Riot police have fired tear gas and rubber bullets at protesters in Hong Kong following a large pro-democracy rally in the city.
Officers charged demonstrators who threw objects at police lines.
The clashes came after marchers ignored a designated finish line, continuing on to China’s central government offices and throwing eggs at the building.
Organisers of Sunday’s protest say more than 430,000 people took part but police put the figure at 138,000.
Mass protests have been held for weeks, initially over an extradition deal with mainland China but now covering other issues on democracy in Hong Kong.
Late on Sunday, riot police equipped with masks and shields were seen swarming towards protesters close to a ferry terminal on the main island.
Images outside of the liaison office, China’s central government building, show signs covered in graffiti. One of the slogans reads: “You taught us peaceful marches are useless.”
Some protesters also covered the CCTV cameras outside a police station with spray paint.
A number of pro-democracy protesters were later attacked by masked men inside Yuen Long metro station in the north of Hong Kong.
Video footage from the scene show the group hitting people with sticks.
At least 36 people were taken to hospital following the incident, local media reports.
The latest rally was put on edge after a huge haul of explosives was found along with protest leaflets.
On Saturday, a counter-rally in support of the police and against protest violence drew tens of thousands.

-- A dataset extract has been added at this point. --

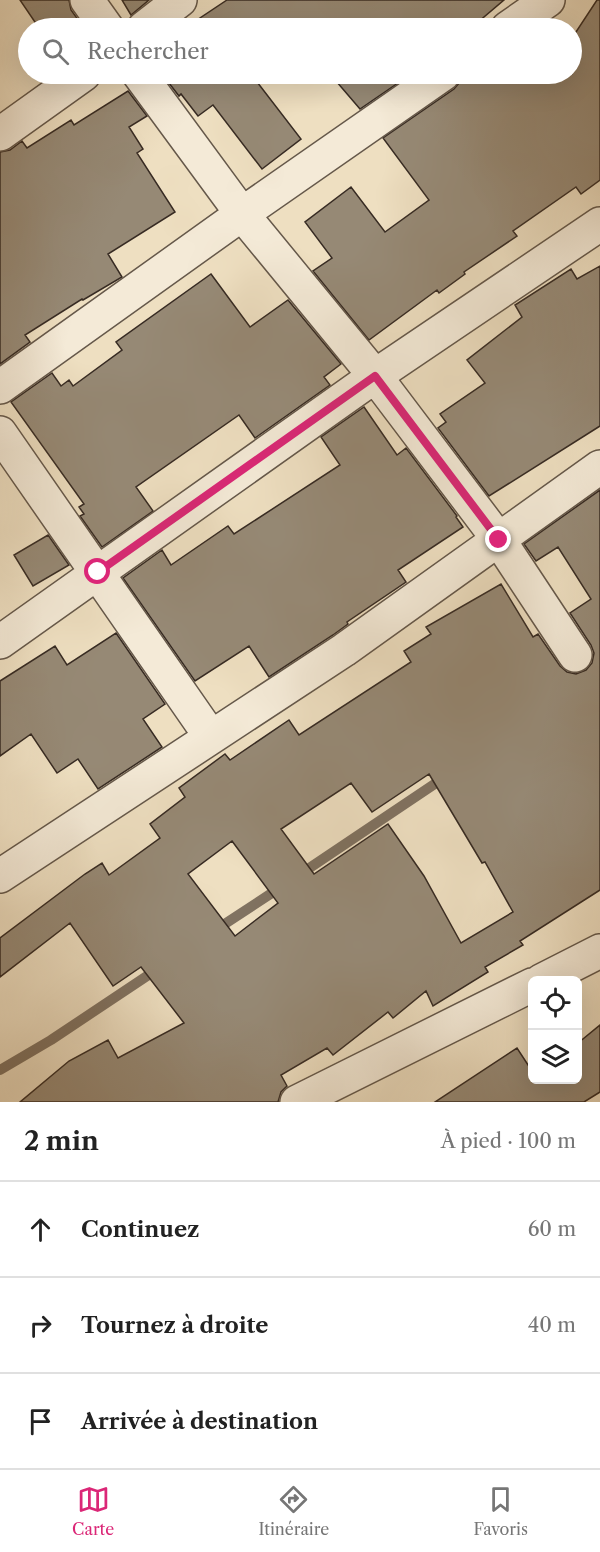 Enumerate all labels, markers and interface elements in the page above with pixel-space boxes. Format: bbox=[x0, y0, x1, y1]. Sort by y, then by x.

Tear-gas, rubber bullets, the trashing of parliament by protesters and sporadic clashes have created the worst crisis in the territory’s recent history.
The Hong Kong government has since suspended trying to pursue the extradition bill.
The former British colony is part of China but run under a “one country, two systems” arrangement that guarantees it a level of autonomy. It has its own judiciary, and a legal system that is independent from mainland China.
What happened on Sunday?
Sunday’s protests marked the seventh consecutive weekend of mass demonstrations in Hong Kong.
The protest route was altered with protesters told to stop at Wan Chai rather than Central, where the key government offices are located.
Some 4,000 police officers were deployed.
Bonnie Leung from the Civil Human Rights Front urged Hong Kong leader Carrie Lam to “stop turning a deaf ear to the Hong Kong people’s demands”.
She told reporters after the march: “Carrie Lam really needs to respond and I hope we will see that soon.”
Previous marches have also largely been peaceful, but have sparked violence on the fringes. Last weekend’s protests left 28 people, including 13 police officers, injured.
Is the explosives find linked?
Hong Kong police are still investigating. Three men are under arrest.
Officers discovered the haul when they entered an industrial building in the Tsuen Wan district on Friday evening.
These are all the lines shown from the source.